Stored data entries:
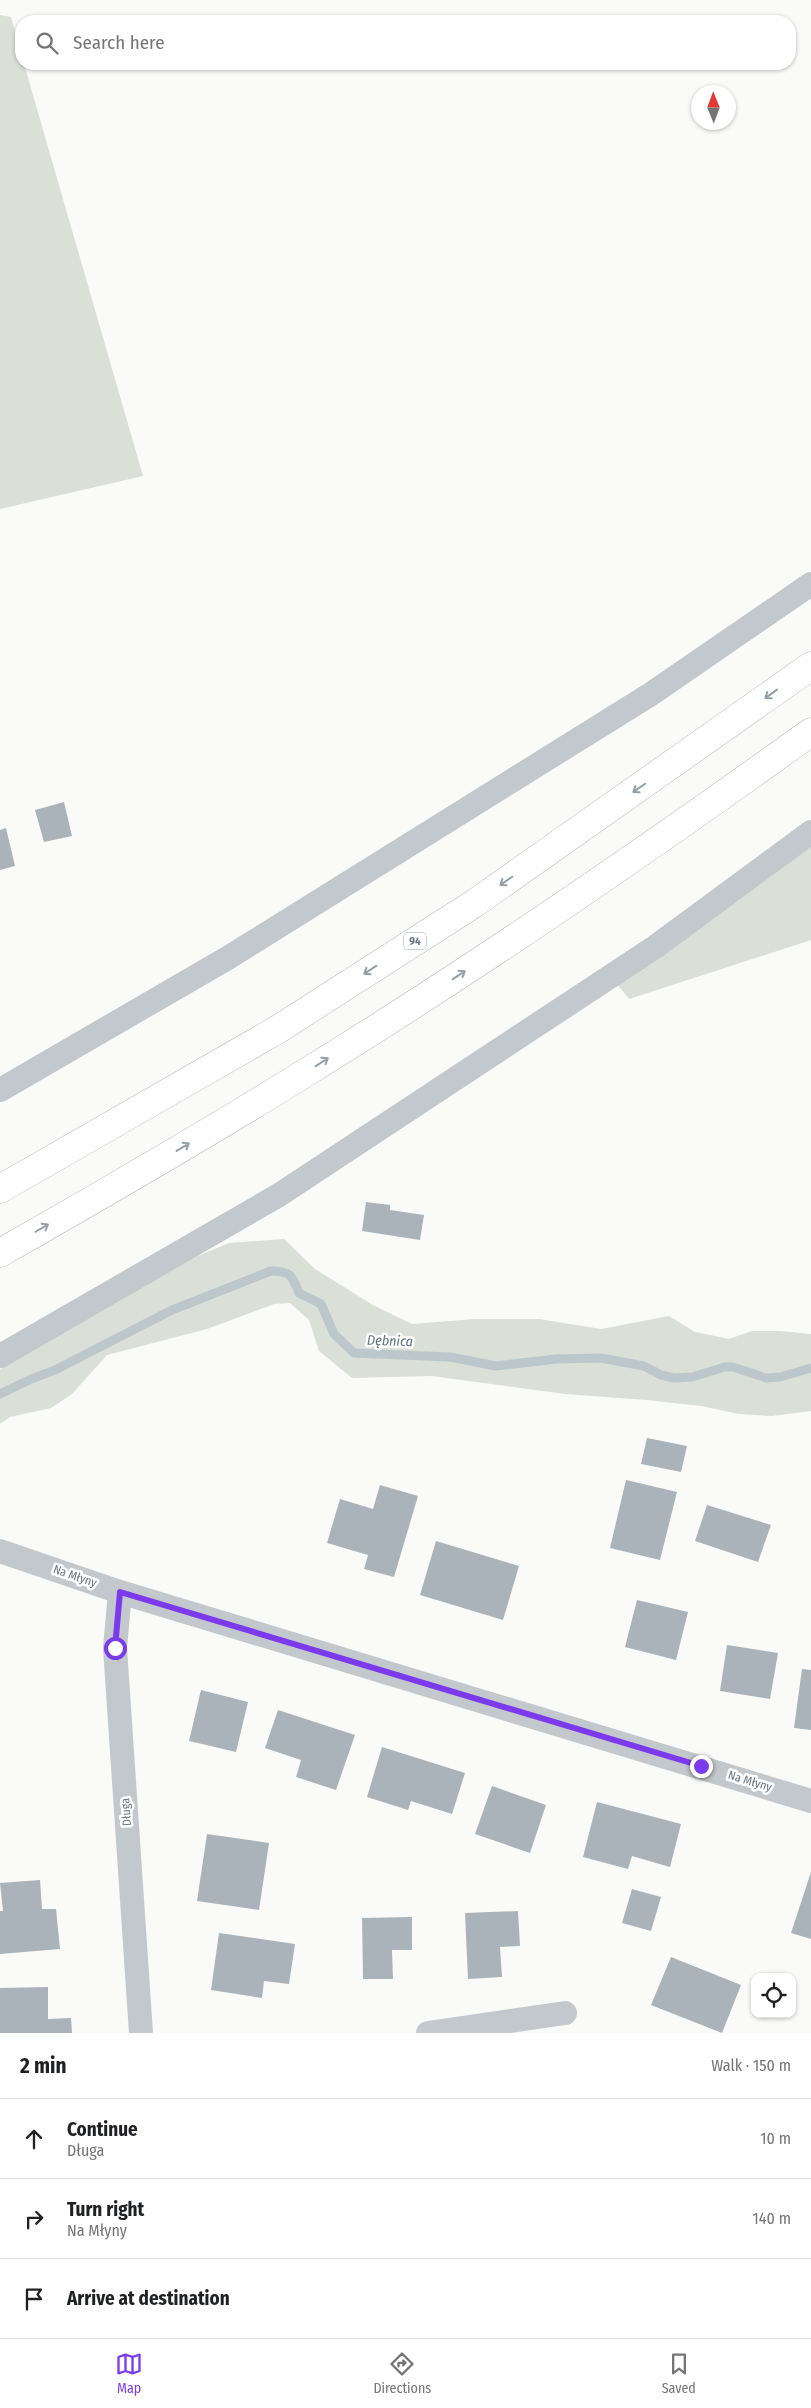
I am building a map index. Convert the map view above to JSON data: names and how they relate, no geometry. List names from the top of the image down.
{
  "streets": {
    "main road": ["94"],
    "street": ["Na Młyny", "Długa"]
  },
  "crossings": [
    ["Na Młyny", "Długa"]
  ],
  "water": ["Dębnica"],
  "north": "top",
  "page": {
    "search": "Search here",
    "heading": ["2 min", "Walk · 150 m"],
    "list": [
      ["Continue", "Długa", "10 m"],
      ["Turn right", "Na Młyny", "140 m"],
      "Arrive at destination"
    ],
    "nav": ["Map", "Directions", "Saved"]
  }
}
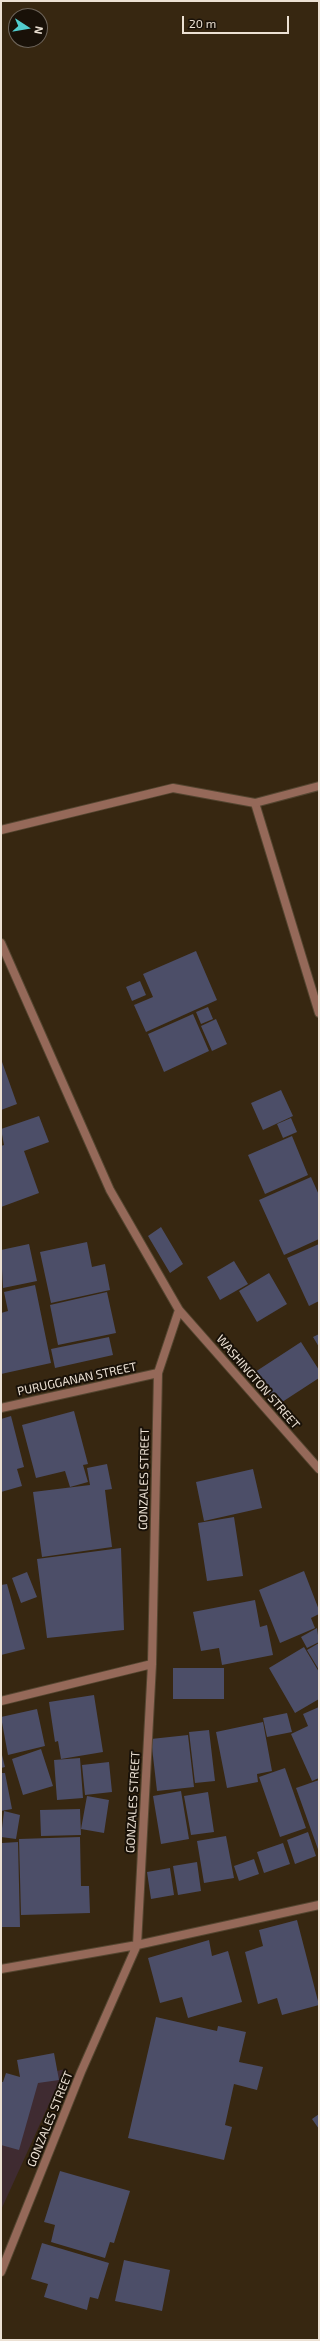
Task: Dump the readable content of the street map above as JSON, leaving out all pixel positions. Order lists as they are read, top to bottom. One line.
{"streets":{"street":["PURUGGANAN STREET","WASHINGTON STREET","GONZALES STREET"]},"crossings":[["PURUGGANAN STREET","GONZALES STREET"],["WASHINGTON STREET","GONZALES STREET"]],"scale_bar":"20 m","north":"right"}
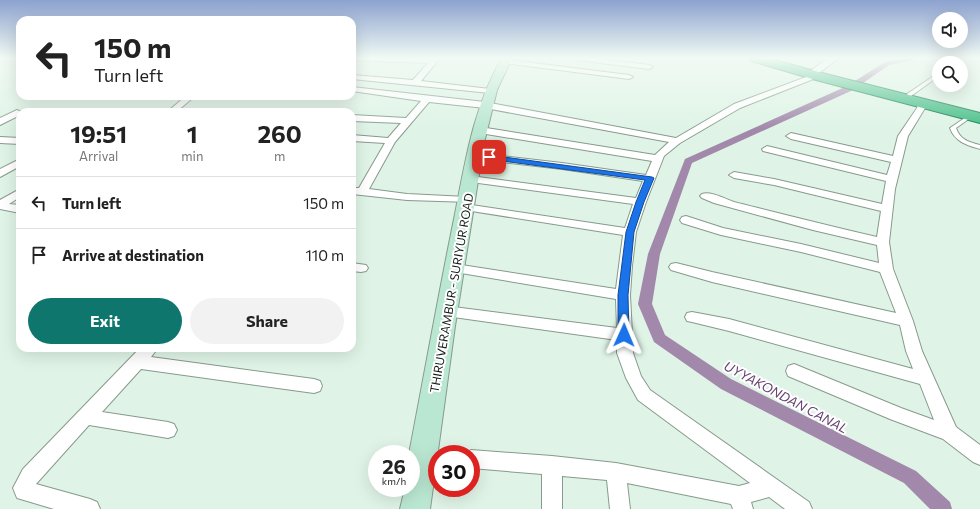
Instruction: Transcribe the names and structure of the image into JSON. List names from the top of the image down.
{
  "streets": {
    "main road": ["THIRUVERAMBUR - SURIYUR ROAD"]
  },
  "water": ["UYYAKONDAN CANAL"],
  "page": {
    "turn": ["150 m", "Turn left"],
    "eta": [
      "19:51",
      "Arrival",
      "1",
      "min",
      "260",
      "m"
    ],
    "list": [
      {
        "name": "Turn left",
        "value": "150 m"
      },
      {
        "name": "Arrive at destination",
        "value": "110 m"
      }
    ],
    "buttons": ["Exit", "Share"],
    "speed": "26 km/h",
    "limit": "30"
  }
}
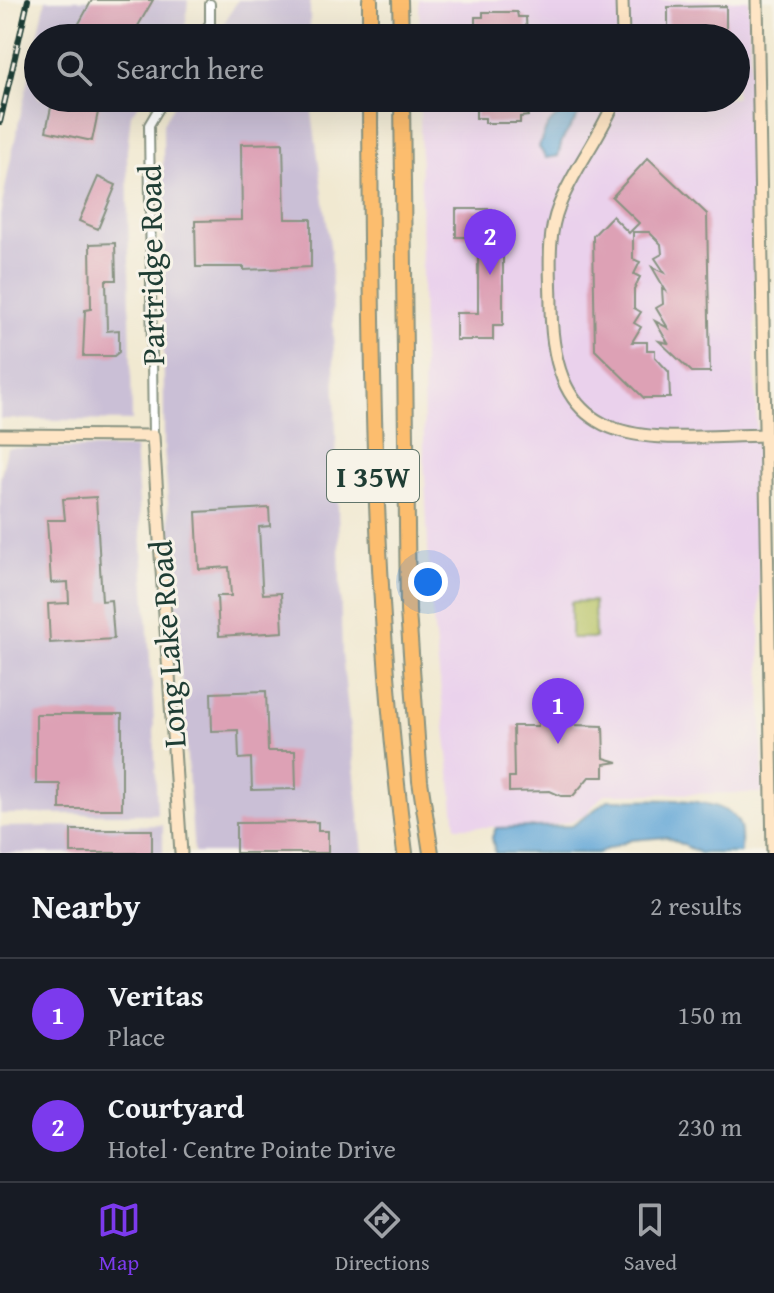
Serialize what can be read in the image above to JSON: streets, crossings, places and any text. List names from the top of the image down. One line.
{"streets":{"highway":["I 35W"],"street":["Partridge Road","Long Lake Road"]},"crossings":[["Partridge Road","Long Lake Road"]],"page":{"search":"Search here","pins":["2","1"],"heading":["Nearby","2 results"],"list":[{"mark":"1","name":"Veritas","note":"Place","value":"150 m"},{"mark":"2","name":"Courtyard","note":"Hotel · Centre Pointe Drive","value":"230 m"}],"nav":["Map","Directions","Saved"]}}
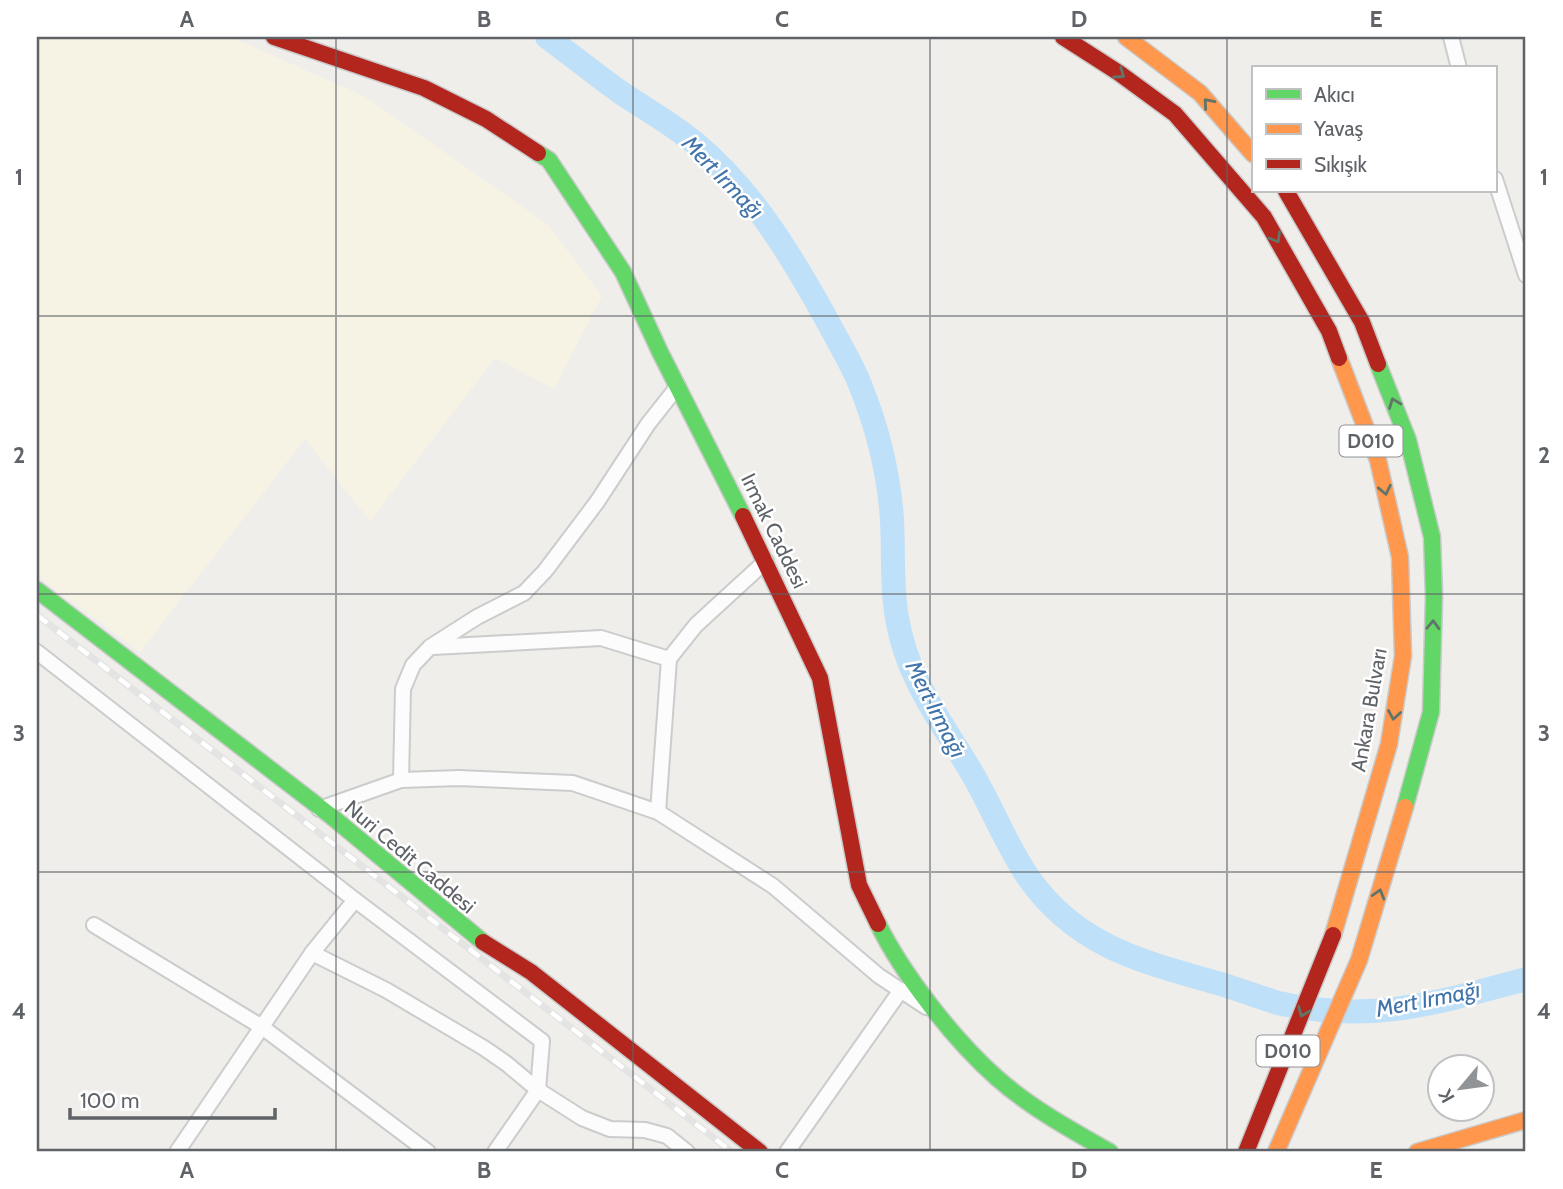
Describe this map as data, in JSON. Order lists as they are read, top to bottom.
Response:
{
  "streets": {
    "main road": [
      "D010",
      "Irmak Caddesi",
      "Ankara Bulvarı",
      "Nuri Cedit Caddesi"
    ]
  },
  "water": ["Mert Irmağı"],
  "legend": ["Akıcı", "Yavaş", "Sıkışık"],
  "scale_bar": "100 m",
  "north": "bottom left",
  "grid": {
    "columns": [
      "A",
      "B",
      "C",
      "D",
      "E"
    ],
    "rows": [
      "1",
      "2",
      "3",
      "4"
    ]
  }
}
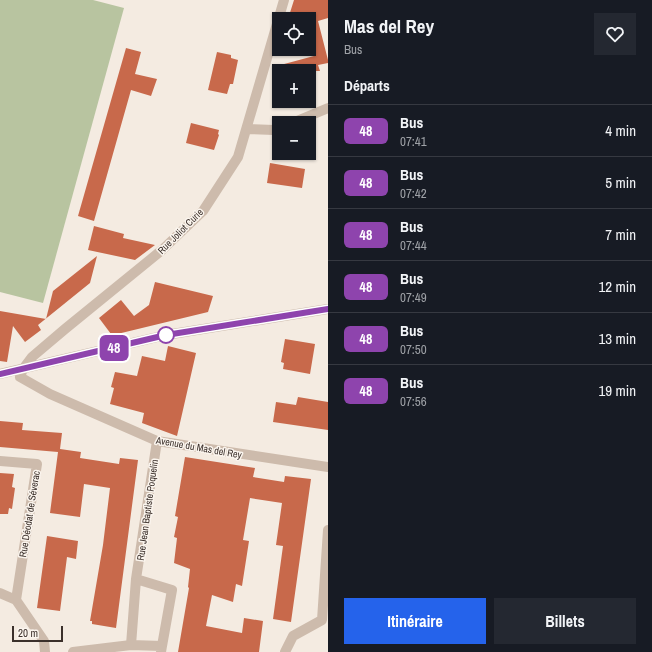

WHAT YOU ARE ASKED TO DO:
No pictures should appear in the copy. Print exactly the lines above from the line containing "Describe this map" through the last line of the data.

ANSWER TO THIS TASK:
Describe this map as data, in JSON. Order lists as they are read, top to bottom.
Response:
{
  "streets": {
    "main road": [
      "D010",
      "Irmak Caddesi",
      "Ankara Bulvarı",
      "Nuri Cedit Caddesi"
    ]
  },
  "water": ["Mert Irmağı"],
  "legend": ["Akıcı", "Yavaş", "Sıkışık"],
  "scale_bar": "100 m",
  "north": "bottom left",
  "grid": {
    "columns": [
      "A",
      "B",
      "C",
      "D",
      "E"
    ],
    "rows": [
      "1",
      "2",
      "3",
      "4"
    ]
  }
}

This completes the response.